Your goal:
Gather all lines with "Describe" from the records.

[The data — start]

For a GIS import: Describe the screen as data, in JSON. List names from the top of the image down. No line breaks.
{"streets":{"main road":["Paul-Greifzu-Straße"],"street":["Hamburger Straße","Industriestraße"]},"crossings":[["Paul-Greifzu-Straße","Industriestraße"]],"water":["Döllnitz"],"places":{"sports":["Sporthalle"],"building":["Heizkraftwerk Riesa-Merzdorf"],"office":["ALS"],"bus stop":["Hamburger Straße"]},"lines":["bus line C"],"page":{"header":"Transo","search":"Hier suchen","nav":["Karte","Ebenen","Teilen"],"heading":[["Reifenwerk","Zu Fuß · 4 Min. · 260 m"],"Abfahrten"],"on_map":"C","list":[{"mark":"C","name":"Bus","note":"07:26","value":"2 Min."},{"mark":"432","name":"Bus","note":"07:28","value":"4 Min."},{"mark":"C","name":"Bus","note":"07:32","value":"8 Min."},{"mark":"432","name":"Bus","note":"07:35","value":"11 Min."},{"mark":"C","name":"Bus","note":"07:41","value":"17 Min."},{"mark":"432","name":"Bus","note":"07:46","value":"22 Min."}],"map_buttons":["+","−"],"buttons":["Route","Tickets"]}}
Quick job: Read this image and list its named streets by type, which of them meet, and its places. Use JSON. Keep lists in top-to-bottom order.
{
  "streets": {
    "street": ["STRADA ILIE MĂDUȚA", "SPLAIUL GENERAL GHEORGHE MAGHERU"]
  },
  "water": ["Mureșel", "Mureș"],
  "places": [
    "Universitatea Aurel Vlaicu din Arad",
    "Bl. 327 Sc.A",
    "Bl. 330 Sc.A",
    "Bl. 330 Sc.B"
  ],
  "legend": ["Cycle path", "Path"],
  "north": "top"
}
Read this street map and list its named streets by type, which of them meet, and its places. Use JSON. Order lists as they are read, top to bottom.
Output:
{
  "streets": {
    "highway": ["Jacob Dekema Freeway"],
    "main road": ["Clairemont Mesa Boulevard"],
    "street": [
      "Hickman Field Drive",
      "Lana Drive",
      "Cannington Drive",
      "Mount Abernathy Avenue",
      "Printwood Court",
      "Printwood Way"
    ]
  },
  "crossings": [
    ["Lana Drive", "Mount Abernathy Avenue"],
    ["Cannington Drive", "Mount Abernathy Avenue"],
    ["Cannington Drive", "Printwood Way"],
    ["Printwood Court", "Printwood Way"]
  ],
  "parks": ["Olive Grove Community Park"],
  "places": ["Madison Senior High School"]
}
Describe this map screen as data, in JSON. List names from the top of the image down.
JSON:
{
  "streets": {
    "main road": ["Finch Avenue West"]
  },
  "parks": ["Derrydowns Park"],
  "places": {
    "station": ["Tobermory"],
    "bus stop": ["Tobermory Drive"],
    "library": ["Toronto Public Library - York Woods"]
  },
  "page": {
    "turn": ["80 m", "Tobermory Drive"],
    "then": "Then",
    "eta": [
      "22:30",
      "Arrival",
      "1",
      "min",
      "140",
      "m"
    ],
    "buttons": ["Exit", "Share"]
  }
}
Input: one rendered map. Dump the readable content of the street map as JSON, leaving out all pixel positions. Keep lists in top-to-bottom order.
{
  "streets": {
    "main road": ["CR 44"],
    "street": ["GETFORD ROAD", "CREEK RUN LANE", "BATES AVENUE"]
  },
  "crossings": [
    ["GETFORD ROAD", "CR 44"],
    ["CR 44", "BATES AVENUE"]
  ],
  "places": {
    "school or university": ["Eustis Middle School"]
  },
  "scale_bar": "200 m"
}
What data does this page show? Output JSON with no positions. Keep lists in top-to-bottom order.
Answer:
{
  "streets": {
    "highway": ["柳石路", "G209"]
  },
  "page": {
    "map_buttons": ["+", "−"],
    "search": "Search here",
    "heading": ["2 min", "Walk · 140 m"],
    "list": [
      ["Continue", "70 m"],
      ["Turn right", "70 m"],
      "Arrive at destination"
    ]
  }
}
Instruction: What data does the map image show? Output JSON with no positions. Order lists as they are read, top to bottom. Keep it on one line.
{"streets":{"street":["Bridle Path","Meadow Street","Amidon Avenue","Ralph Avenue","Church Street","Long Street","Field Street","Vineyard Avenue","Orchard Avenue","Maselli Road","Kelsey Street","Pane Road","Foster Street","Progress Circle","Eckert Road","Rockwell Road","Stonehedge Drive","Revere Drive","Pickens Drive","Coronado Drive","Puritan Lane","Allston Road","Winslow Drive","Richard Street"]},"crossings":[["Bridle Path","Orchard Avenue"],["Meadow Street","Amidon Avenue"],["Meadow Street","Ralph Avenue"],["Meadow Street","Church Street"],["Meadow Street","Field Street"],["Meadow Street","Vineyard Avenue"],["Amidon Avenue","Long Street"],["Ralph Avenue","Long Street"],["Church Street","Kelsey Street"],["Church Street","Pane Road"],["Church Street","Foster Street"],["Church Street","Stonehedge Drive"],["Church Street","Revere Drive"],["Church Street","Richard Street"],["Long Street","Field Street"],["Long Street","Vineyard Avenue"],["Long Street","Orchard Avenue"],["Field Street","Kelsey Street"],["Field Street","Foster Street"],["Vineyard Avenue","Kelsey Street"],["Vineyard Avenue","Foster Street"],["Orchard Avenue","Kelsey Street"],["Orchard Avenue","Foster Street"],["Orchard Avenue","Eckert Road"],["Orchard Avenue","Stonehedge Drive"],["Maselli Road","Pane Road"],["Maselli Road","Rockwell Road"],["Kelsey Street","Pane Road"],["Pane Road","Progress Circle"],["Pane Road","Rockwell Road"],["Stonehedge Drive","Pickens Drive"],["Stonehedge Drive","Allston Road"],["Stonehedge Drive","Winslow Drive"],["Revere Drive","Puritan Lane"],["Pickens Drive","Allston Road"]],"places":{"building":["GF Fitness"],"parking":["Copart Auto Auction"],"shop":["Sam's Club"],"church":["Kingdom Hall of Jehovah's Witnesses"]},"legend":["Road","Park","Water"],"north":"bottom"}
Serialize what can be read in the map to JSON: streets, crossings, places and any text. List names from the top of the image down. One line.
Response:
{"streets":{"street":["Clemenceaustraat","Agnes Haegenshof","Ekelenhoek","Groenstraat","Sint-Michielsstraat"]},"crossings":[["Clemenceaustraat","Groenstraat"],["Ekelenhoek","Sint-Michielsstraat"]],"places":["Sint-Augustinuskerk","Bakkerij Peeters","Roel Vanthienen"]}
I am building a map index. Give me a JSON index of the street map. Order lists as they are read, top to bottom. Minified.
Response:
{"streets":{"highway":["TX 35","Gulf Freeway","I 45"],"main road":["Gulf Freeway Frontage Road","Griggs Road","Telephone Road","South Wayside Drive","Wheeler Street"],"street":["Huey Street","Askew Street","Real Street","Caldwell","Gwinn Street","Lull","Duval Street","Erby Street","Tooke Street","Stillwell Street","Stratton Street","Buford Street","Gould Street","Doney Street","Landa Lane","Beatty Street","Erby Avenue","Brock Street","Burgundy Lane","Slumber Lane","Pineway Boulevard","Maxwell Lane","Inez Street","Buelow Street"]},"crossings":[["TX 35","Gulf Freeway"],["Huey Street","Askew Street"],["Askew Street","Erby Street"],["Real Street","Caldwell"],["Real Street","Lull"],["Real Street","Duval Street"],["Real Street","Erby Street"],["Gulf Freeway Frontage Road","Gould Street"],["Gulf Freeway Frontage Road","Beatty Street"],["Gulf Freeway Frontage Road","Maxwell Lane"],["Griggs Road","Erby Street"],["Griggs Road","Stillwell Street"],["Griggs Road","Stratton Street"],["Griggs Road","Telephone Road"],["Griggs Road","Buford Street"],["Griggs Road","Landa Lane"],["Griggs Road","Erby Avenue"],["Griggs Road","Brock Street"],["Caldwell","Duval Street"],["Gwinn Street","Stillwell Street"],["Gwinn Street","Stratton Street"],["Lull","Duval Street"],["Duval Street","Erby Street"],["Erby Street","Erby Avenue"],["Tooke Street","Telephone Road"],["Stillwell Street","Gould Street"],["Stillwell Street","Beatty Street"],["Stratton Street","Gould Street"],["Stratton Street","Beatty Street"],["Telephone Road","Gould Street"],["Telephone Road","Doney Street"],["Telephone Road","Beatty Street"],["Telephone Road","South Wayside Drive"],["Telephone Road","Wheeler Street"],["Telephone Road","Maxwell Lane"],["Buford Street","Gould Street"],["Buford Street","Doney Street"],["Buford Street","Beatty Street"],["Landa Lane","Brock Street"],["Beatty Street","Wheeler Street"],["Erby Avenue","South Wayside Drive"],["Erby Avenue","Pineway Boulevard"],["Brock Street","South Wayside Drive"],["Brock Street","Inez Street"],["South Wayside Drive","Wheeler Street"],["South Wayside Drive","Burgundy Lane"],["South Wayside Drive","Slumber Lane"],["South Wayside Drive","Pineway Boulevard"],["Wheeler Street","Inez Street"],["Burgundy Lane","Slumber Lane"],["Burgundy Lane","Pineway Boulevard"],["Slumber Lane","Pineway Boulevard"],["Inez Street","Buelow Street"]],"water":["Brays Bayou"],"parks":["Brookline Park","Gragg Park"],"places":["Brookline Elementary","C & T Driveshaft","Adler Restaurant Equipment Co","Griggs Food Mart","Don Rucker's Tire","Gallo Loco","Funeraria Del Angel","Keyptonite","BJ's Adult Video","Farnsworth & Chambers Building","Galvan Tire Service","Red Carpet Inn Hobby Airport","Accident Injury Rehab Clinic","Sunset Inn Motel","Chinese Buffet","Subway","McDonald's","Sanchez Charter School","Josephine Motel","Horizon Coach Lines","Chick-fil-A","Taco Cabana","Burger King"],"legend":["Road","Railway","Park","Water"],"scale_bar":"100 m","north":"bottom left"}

[The data — finish]

Exercise result:
For a GIS import: Describe the screen as data, in JSON. List names from the top of the image down. No line breaks.
Describe this map screen as data, in JSON. List names from the top of the image down.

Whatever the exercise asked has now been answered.